Pfizer? It reported an in-line quarter but it slashed its guidance from $3.04 to $2.82 -$2.92. Totally brutal. Horrendous even. The stock, which went out at $39.50 immediately shed a dollar and you could tell it was going to be a rough day because that forecast gave you little or no revenue growth.
But then more of a fine print triumph: Pfizer reported some amazing fourth quarter operational growth, 5% and I was blown away by how strong that was. It means that the future will be brighter than the past which is important because the stock had come down from $46 to $39. With a great balance sheet and a 3.5% yield and a strong pipeline Pfizer at $38 in premarket was a steal and it ended up at $40.77 up 3%.
The wildest and most whacky? Whirlpool. The venerable appliance maker beat the forecast, earning $4.75 when the street was looking for $4.23 but it slashed its year estimate from $15.98 to $14-$15.

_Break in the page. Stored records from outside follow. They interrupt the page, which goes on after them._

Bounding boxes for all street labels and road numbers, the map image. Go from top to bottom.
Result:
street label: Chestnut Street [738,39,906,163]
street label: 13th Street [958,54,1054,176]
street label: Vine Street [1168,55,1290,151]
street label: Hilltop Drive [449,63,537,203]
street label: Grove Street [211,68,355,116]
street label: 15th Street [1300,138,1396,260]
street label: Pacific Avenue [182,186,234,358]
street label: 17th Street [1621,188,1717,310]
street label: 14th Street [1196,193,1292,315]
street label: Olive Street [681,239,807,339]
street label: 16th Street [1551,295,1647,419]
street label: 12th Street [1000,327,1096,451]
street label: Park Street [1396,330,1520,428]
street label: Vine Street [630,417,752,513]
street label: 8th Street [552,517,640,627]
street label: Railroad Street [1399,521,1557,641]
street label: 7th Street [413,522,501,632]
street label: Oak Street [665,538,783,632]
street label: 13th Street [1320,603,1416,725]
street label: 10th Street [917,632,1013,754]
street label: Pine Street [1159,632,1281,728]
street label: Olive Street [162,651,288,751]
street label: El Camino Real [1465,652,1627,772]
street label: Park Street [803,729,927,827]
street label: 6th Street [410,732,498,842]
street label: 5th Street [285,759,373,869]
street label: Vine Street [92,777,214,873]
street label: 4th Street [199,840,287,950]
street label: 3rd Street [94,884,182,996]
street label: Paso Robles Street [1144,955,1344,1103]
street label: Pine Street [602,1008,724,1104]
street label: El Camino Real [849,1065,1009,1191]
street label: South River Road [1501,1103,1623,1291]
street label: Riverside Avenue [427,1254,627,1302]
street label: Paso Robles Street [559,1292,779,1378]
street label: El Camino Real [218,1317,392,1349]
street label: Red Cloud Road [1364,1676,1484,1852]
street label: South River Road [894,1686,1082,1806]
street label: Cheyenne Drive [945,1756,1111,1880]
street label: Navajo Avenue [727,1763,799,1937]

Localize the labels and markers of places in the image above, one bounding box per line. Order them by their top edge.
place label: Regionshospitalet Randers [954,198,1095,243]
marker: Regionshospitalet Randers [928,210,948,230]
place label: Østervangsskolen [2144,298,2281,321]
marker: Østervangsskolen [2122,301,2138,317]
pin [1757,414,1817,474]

The street immediately went nuts with analysts falling all over each other to bash the stock and it quickly fell from $124 to $116. IT was hideous and the stock looked like the biggest loser of the day. But upon further review the company ended up telling a compelling story on its conference call that explained why it shaded its forecast and given that it was down 30% the sellers dried up. The stock ended up 20 points from that low, closing at $136, a gain of 12 and the third biggest winner in the S&P 500. The miss was regarded as a hit given how low the stock had fallen.
AMD? After its rival Nvidia (NVDA) blew up people assumed the very worst from AMD. They didn't get it. What they got was a quarter than met estimates and a guidedown that was much less than we got from Nvidia. Lisa Su, who will be on Squawk on the Street tomorrow, delivered a not as good as expected quarter when we were looking for a terrible quarter. There was nothing to eviscerate here because Su didn't give you an Nvidia, more on that one later.
Finally there is Apple and what can I say about this one? First, we learned from Tim Cook the CEO that while the company indeed had to lower guidance earlier, things are looking up for the month of January. That's' a huge surprise given that so many people -including myself-figured that as December goes-and December was awful--so goes the first month of the year.
Now we know that Apple didn't show growth in large part because of China, where business was down 27% as price cuts and weaker sales impacted the number very negatively. The emerging markets were very rough, too.
But the issue for those who hate Apple? NO more new ammunition. For example, lots of people were saying there would be a degradation of Apple's service revenue. That just didn't happen. Not at all. It stayed steady.
Some expected a slowdown in some of the ancillary products like the watch. Nope, still on fire. Others believed that there would be commentary about how some weakness in the ecosystem, the key to more service revenue. No, I heard the opposite. And for those who keep saying Tim Cook says he has some big things in the pipeline. Oh and one more thing cloud revenues were up 40%. WOwza.
The news simply wasn't horrible enough to sate the bears. In fact the stock is trading up after hours above the pre-announcement.
Is it back?
We get a trade deal? You have a $180 stock up $20 from here. There just isn't that much risk given that we got the high sign on January numbers
So here is the bottom line: when you have expectations that are through the floor and you don't' get huge blowups like you did with Nvidia, then you have tinder for a fire.
That's just what we got from these five stocks and if Jay Powell doesn't blow us up tomorrow I think we may be set for a decent finish to this week.